◆ TASK INPUTS ◆
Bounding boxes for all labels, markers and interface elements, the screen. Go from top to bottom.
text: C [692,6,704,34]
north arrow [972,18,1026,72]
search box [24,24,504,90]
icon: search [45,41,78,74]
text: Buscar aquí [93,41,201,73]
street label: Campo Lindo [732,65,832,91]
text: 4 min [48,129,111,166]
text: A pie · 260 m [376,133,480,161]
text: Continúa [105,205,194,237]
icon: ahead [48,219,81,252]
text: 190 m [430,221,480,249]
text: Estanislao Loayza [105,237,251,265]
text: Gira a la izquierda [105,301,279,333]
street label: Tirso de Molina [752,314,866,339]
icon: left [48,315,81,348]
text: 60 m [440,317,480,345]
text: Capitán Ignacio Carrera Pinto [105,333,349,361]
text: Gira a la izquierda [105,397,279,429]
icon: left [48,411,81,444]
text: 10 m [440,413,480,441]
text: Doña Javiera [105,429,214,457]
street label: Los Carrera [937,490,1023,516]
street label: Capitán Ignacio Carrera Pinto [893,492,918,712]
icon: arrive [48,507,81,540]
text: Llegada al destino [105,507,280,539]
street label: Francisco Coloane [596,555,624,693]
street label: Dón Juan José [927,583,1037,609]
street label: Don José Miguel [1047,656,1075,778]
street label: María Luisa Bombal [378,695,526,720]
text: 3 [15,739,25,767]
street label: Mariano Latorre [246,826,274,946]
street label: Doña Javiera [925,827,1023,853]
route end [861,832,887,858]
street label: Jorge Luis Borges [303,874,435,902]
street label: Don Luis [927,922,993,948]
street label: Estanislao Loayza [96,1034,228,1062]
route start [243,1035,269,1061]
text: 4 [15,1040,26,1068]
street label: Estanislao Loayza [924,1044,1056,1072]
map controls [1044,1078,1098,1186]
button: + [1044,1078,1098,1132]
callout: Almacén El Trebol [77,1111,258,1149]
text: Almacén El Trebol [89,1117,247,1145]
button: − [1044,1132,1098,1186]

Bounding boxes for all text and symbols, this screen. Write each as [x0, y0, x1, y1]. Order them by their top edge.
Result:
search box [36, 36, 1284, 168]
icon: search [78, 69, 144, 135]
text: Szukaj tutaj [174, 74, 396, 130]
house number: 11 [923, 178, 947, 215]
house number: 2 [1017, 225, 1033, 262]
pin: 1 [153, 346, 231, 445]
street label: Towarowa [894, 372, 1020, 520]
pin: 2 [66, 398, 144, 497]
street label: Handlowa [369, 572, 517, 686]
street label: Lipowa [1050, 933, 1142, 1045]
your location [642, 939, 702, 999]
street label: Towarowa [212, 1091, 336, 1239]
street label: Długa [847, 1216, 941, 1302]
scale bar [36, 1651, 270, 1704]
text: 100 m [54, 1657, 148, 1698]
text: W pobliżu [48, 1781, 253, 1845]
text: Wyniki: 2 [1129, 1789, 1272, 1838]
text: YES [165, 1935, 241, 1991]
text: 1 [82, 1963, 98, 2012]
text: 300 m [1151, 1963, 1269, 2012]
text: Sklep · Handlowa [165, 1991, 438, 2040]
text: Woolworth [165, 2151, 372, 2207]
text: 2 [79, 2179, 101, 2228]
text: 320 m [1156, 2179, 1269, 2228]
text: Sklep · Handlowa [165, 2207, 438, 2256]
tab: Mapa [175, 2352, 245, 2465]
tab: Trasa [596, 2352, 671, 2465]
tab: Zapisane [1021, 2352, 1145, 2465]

◆ WHAT IS REQUIRED ◆
Please restate the material above, word for word and in full.

◆ SOLUTION ◆
Bounding boxes for all labels, markers and interface elements, the screen. Go from top to bottom.
text: C [692,6,704,34]
north arrow [972,18,1026,72]
search box [24,24,504,90]
icon: search [45,41,78,74]
text: Buscar aquí [93,41,201,73]
street label: Campo Lindo [732,65,832,91]
text: 4 min [48,129,111,166]
text: A pie · 260 m [376,133,480,161]
text: Continúa [105,205,194,237]
icon: ahead [48,219,81,252]
text: 190 m [430,221,480,249]
text: Estanislao Loayza [105,237,251,265]
text: Gira a la izquierda [105,301,279,333]
street label: Tirso de Molina [752,314,866,339]
icon: left [48,315,81,348]
text: 60 m [440,317,480,345]
text: Capitán Ignacio Carrera Pinto [105,333,349,361]
text: Gira a la izquierda [105,397,279,429]
icon: left [48,411,81,444]
text: 10 m [440,413,480,441]
text: Doña Javiera [105,429,214,457]
street label: Los Carrera [937,490,1023,516]
street label: Capitán Ignacio Carrera Pinto [893,492,918,712]
icon: arrive [48,507,81,540]
text: Llegada al destino [105,507,280,539]
street label: Francisco Coloane [596,555,624,693]
street label: Dón Juan José [927,583,1037,609]
street label: Don José Miguel [1047,656,1075,778]
street label: María Luisa Bombal [378,695,526,720]
text: 3 [15,739,25,767]
street label: Mariano Latorre [246,826,274,946]
street label: Doña Javiera [925,827,1023,853]
route end [861,832,887,858]
street label: Jorge Luis Borges [303,874,435,902]
street label: Don Luis [927,922,993,948]
street label: Estanislao Loayza [96,1034,228,1062]
route start [243,1035,269,1061]
text: 4 [15,1040,26,1068]
street label: Estanislao Loayza [924,1044,1056,1072]
map controls [1044,1078,1098,1186]
button: + [1044,1078,1098,1132]
callout: Almacén El Trebol [77,1111,258,1149]
text: Almacén El Trebol [89,1117,247,1145]
button: − [1044,1132,1098,1186]

Bounding boxes for all text and symbols, this screen. Write each as [x0, y0, x1, y1]. Order them by their top edge.
Result:
search box [36, 36, 1284, 168]
icon: search [78, 69, 144, 135]
text: Szukaj tutaj [174, 74, 396, 130]
house number: 11 [923, 178, 947, 215]
house number: 2 [1017, 225, 1033, 262]
pin: 1 [153, 346, 231, 445]
street label: Towarowa [894, 372, 1020, 520]
pin: 2 [66, 398, 144, 497]
street label: Handlowa [369, 572, 517, 686]
street label: Lipowa [1050, 933, 1142, 1045]
your location [642, 939, 702, 999]
street label: Towarowa [212, 1091, 336, 1239]
street label: Długa [847, 1216, 941, 1302]
scale bar [36, 1651, 270, 1704]
text: 100 m [54, 1657, 148, 1698]
text: W pobliżu [48, 1781, 253, 1845]
text: Wyniki: 2 [1129, 1789, 1272, 1838]
text: YES [165, 1935, 241, 1991]
text: 1 [82, 1963, 98, 2012]
text: 300 m [1151, 1963, 1269, 2012]
text: Sklep · Handlowa [165, 1991, 438, 2040]
text: Woolworth [165, 2151, 372, 2207]
text: 2 [79, 2179, 101, 2228]
text: 320 m [1156, 2179, 1269, 2228]
text: Sklep · Handlowa [165, 2207, 438, 2256]
tab: Mapa [175, 2352, 245, 2465]
tab: Trasa [596, 2352, 671, 2465]
tab: Zapisane [1021, 2352, 1145, 2465]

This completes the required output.